There are still trades (round up o’ the good stuff) and preseason games (uh, quickly, since the last, sole update: New York Red Bulls lost 1-0 to Real Salt Lake; the Vancouver Whitecaps dropped four goals’ worth of hurt on one Oxford or another; the San Jose Earthquakes edged Sporting Kansas City (1-0); the Portland Timbers lost (again) to (I think) a Croatian team; and, finally, new kids Minnesota United FC started their time in Major League Soccer better than Portland continued theirs, knotting at one goal apiece with the New England Revolution), but I’m not actually watching the latter, and I’m broadly ignorant about the former (c’mon, gimme time to watch, people), so let’s detour things I know…

…or, more accurately, things on which I have opinions.

First, and keeping local, the Timbers finally nailed down the agreement for Sebastian Blanco. Here’s to hoping he’s not just as good as advertised, but also sturdy physically. And, with the scars from Lucas Melano still healing, let’s hope he’s locked in mentally. OK, now the rest…
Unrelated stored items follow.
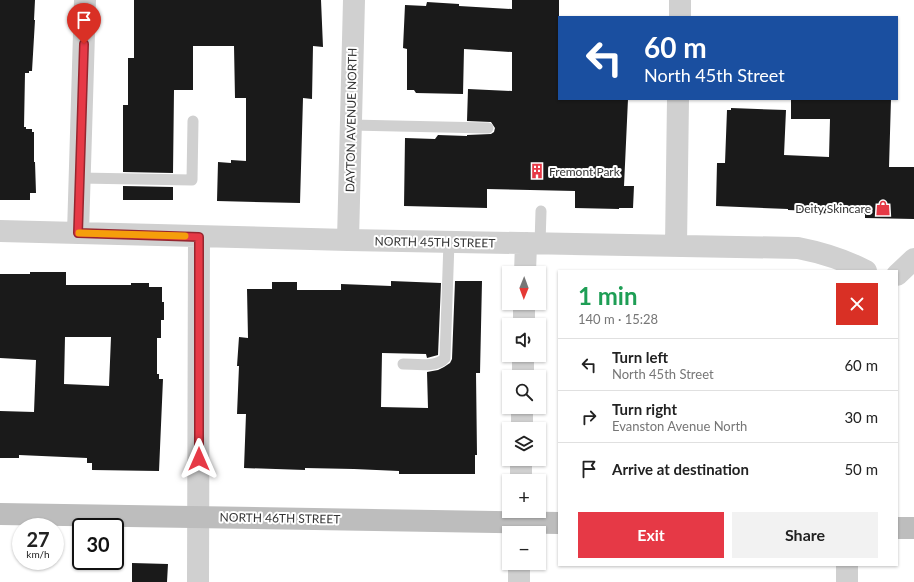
<!DOCTYPE html>
<meta charset="utf-8">
<style>
body{margin:0;font-family:Lato,sans-serif;background:#f2f2f2;color:#222;height:100vh;display:flex;flex-direction:column;font-size:15px;white-space:nowrap}
*{box-sizing:border-box;margin:0}
p{font-size:13px;color:#767676}
.icon{flex:none;width:22px;height:22px;fill:none;stroke:currentColor;stroke-width:2;stroke-linecap:round;stroke-linejoin:round}
.map{position:relative;flex:1;overflow:hidden}
.details{position:absolute;left:558px;top:270px;width:340px;height:296px;display:flex;flex-direction:column;background:#fff;border-radius:0px;box-shadow:0 1px 3px #0004}
.details>*{flex:none}
.hud{position:absolute;left:558px;top:16px;width:340px;height:84px;border-radius:0px;box-shadow:0 1px 3px #0004;background:#1a4fa0;color:#fff;overflow:hidden}
.needle{width:26px;rotate:181deg}
.buttons{position:absolute;left:502px;top:266px;display:grid;gap:8px}
.buttons a{display:grid;place-items:center;width:44px;height:44px;border-radius:0px;background:#fff;box-shadow:0 1px 3px #0004;font-size:20px}
.speed{position:absolute;left:12px;top:518px;display:flex;gap:8px;font-size:20px;font-weight:700;text-align:center}
.speed>*{display:grid;place-content:center;width:52px;height:52px;border-radius:50%;background:#fff;box-shadow:0 1px 3px #0004;line-height:1}
.speed small{font-size:10px;font-weight:400}
.speed .limit{border:2px solid #111;border-radius:6px;background:#fff;color:#111}
.pin{position:absolute;display:grid;place-items:center;width:34px;height:34px;color:#fff;margin:-41px -17px;border-radius:50% 50% 50% 0;rotate:-45deg;box-shadow:0 0 4px #0007}
.pin .icon{rotate:45deg}
.me{position:absolute;width:44px;margin:-22px;rotate:0deg;stroke-linejoin:round;filter:drop-shadow(0 0 3px #0008)}
.turn{display:flex;align-items:center;gap:14px;height:84px;padding:0 20px;font-size:18px}
.turn .icon{width:52px;height:52px;stroke-width:2.5}
.turn b{display:block;font-size:28px;line-height:34px}
.round{display:grid;place-items:center;flex:none;width:42px;height:42px;border-radius:0px;background:#f2f2f2}
.head{display:flex;align-items:center;justify-content:space-between;height:68px;padding:0 20px}
h1{font-size:24px;font-weight:700;line-height:30px;color:#1e9e55}
.cta{display:flex;gap:8px;margin-top:auto;padding:8px 20px}
.cta a{flex:1;height:46px;border-radius:0px;background:#e63946;color:#fff;font-size:16px;font-weight:700;line-height:46px;text-align:center}
.cta a+a{background:#f2f2f2;color:#222}
ul{padding:0;list-style:none}
li{display:flex;align-items:center;gap:12px;height:52px;padding:0 20px;border-top:1px solid #e0e0e0}
li div{flex:1}
li b{display:block;font-size:15px}
li em{font-style:normal}
.map>svg:first-child{display:block}
</style>
<div class="map">
<svg width="914" height="582" viewBox="0 0 914 582">
<rect width="100%" height="100%" fill="#fff"/>
<path fill="#1a1a1a" fill-rule="evenodd" d="M0 0H35L34 20H35L32 71H29V73H25L24 127H26V129H32V132H34V162H35L36 193H30V200H0Z
M134 0H321L323 47 313 46 312 99 303 98 300 203 217 201 218 162 231 163V160L246 161V98H235L234 46H193V90H174L173 173 123 172V105H128V58H134Z
M512 0H559V99H628L624 186H634L633 208H619V209L575 208V191L487 189V208L404 206 405 138 435 139 438 135 467 136V135L491 134 494 132 495 128 491 122 467 121 468 89 512 91V52L464 49 463 94 416 93 414 90H407V49L403 48 405 5 426 6 427 2 459 4V6L512 9Z
M791 99H891L889 167H914V219L865 218V214L812 213V211L788 210V209L716 206 717 163H725L727 110H731V108L786 110 784 155 829 157 830 119H791Z
M123 186 173 187V200H123Z
M30 272H66V285H131V283H149V287H162V302H164V320H161V338H157V374H159V379H163L159 471 92 470V463H87V458L19 455V458H0V411L34 412 36 360 0 358V274H30ZM65 337H111L109 386 64 384Z
M391 281 441 283 438 355 427 358 426 354 382 353 381 407 428 408 427 372 438 370 444 367 450 363 452 359 455 281H482L480 373H476L477 455H475V474H399V471L354 469 305 468V470L244 468 246 414H237L239 366H237L239 337 248 338 247 289H272V282H297V290H341V284L391 286Z
M132 563 168 564 167 582H132Z"/>
<g fill="none" stroke-linecap="round" stroke-linejoin="round">
<path stroke="#d0d0d0" stroke-width="11" d="M351 125 488 128
M80 178 192 180 193 121
M540 244 541 211
M403 364C415 364 437 368 445 358L449 242"/>
<path stroke="#d0d0d0" stroke-width="22" d="M680 17V0
M0 231 348 240 798 248C824 253 843 259 866 271
M78 233 85 0
M348 240 354 0
M676 245 678 99
M525 273 526 243
M524 325V303
M523 377V355
M522 429V407
M521 481V459
M198 582 199 237
M519 582V563"/>
<path stroke="#d0d0d0" stroke-width="22" d="M897 275 914 259
M847 582V565"/>
<path stroke="#bdbdbd" stroke-width="22" d="M0 514 559 523
M897 528H914"/>
</g>
<g fill="none" stroke-linecap="round" stroke-linejoin="round">
<g stroke="#96252e" stroke-width="10">
<path id="route" d="M84 44 78 233 199 237V459"/>
</g>
<use href="#route" stroke="#e63946" stroke-width="7"/>
<path stroke="#f59e0b" stroke-width="7" d="M79 233 185 236"/>
</g>
<defs>
<g id="building-bare" transform="scale(1.2)"><path d="M-4-6H4V6H1V3H-1V6H-4ZM-2.5-4.3h1.7v1.8h-1.7ZM.8-4.3h1.7v1.8H.8ZM-2.5-1h1.7V.8h-1.7ZM.8-1h1.7V.8H.8Z" fill="#e63946" stroke="#fff" stroke-width="2.5" paint-order="stroke"/></g>
<g id="shop-bare" transform="scale(1.2)"><path d="M-5-2.5h2.3a2.7 3.5 0 0 1 5.4 0H5L5.5 6h-11ZM-1.5-2.5h3a1.5 2.3 0 0 0-3 0Z" fill="#e63946" stroke="#fff" stroke-width="2.5" paint-order="stroke"/></g>
</defs>
<g fill-rule="evenodd">
<use href="#building-bare" x="537" y="171"/>
<use href="#shop-bare" x="883" y="208"/>
</g>
<g text-anchor="middle" dominant-baseline="central" stroke-width="4" stroke-linejoin="round" paint-order="stroke">
<g font-size="12" fill="#333" stroke="#fff">
<text transform="translate(351 120) rotate(-89)">DAYTON AVENUE NORTH</text>
<text transform="translate(435 242) rotate(1)">NORTH 45TH STREET</text>
<text transform="translate(280 518) rotate(1)">NORTH 46TH STREET</text>
</g>
<g font-size="12" fill="#333" stroke="#fff" text-anchor="start">
<text x="549" y="171">Fremont Park</text>
<text x="871" y="208" text-anchor="end">Deity Skincare</text>
</g>
</g>
</svg>
<div class="buttons">
<a><svg class="needle" viewBox="-14 -14 28 28"><path d="M0-13l5 13h-10z" fill="#e53935"/><path d="M0 13l5-13h-10z" fill="#767676"/></svg></a>
<a><svg class="icon" aria-label="sound" viewBox="0 0 24 24"><path d="M4 9h4l5-4v14l-5-4H4zM17 9q2 3 0 6"/></svg></a>
<a><svg class="icon" aria-label="search" viewBox="0 0 24 24"><circle cx="10" cy="10" r="6"/><path d="M15 15l6 6"/></svg></a>
<a><svg class="icon" aria-label="layers" viewBox="0 0 24 24"><path d="M12 4l9 5-9 5-9-5zM3 14l9 5 9-5"/></svg></a>
<a>+</a>
<a>−</a>
</div>
<div class="speed"><div>27<small>km/h</small></div><div class="limit">30</div></div>
<div class="pin" style="left:84px;top:44px;background:#d93025"><svg class="icon" aria-label="arrive" viewBox="0 0 24 24"><path d="M6 21V4h12l-3 4 3 4H6"/></svg></div>
<svg class="me" style="left:199px;top:459px" viewBox="-20 -20 40 40"><path d="M0-17L14 15 0 8-14 15z" fill="#e63946" stroke="#fff" stroke-width="4"/></svg>
<div class="hud">
<div class="turn"><svg class="icon" aria-label="left" viewBox="0 0 24 24"><path d="M17 20v-9H6M10 6l-5 5 5 5"/></svg><div><b>60 m</b>North 45th Street</div></div>
</div>
<section class="details">
<div class="head"><div><h1>1 min</h1><p>140 m · 15:28</p></div><a class="round" style="background:#d93025;color:#fff"><svg class="icon" aria-label="close" viewBox="0 0 24 24"><path d="M6 6l12 12M18 6L6 18"/></svg></a></div>
<ul>
<li><svg class="icon" aria-label="left" viewBox="0 0 24 24"><path d="M17 20v-9H6M10 6l-5 5 5 5"/></svg><div><b>Turn left</b><p>North 45th Street</p></div><em>60 m</em></li>
<li><svg class="icon" aria-label="right" viewBox="0 0 24 24"><path d="M7 20v-9h11M14 6l5 5-5 5"/></svg><div><b>Turn right</b><p>Evanston Avenue North</p></div><em>30 m</em></li>
<li><svg class="icon" aria-label="arrive" viewBox="0 0 24 24"><path d="M6 21V4h12l-3 4 3 4H6"/></svg><div><b>Arrive at destination</b></div><em>50 m</em></li>
</ul>
<div class="cta"><a>Exit</a><a>Share</a></div>
</section>
</div>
The Rare Export (And Will It Become Rarer?)
Unless you are a world soccer savant – e.g. one possessed of knowledge of all relevant global leagues through at least the second division, I still maintain that SBI Soccer’s MLS Ticker is the lowest useful bar of entry for names and context on incoming players. While I’d usually leave it there, one transfer I spotted today nagged at my thoughts. As reported in, the Whitecaps’ shipped the (presumably) promising young Kianz Froese to an outfit in Bundesliga 2 (Fortuna Dusseldorf, of which I know nothing beyond the fact it's in Germany). That’s not so complicated when it comes to motive – the move puts Froese in a place that makes it easier for bigger, more prestigious European clubs can see him – but it’s worth wondering how much longer this kind of, arguably, lateral move makes sense for MLS players. Or, to come at that from the other side, how big does MLS have to get before the still-clear upside of Europe shrinks to irrelevance?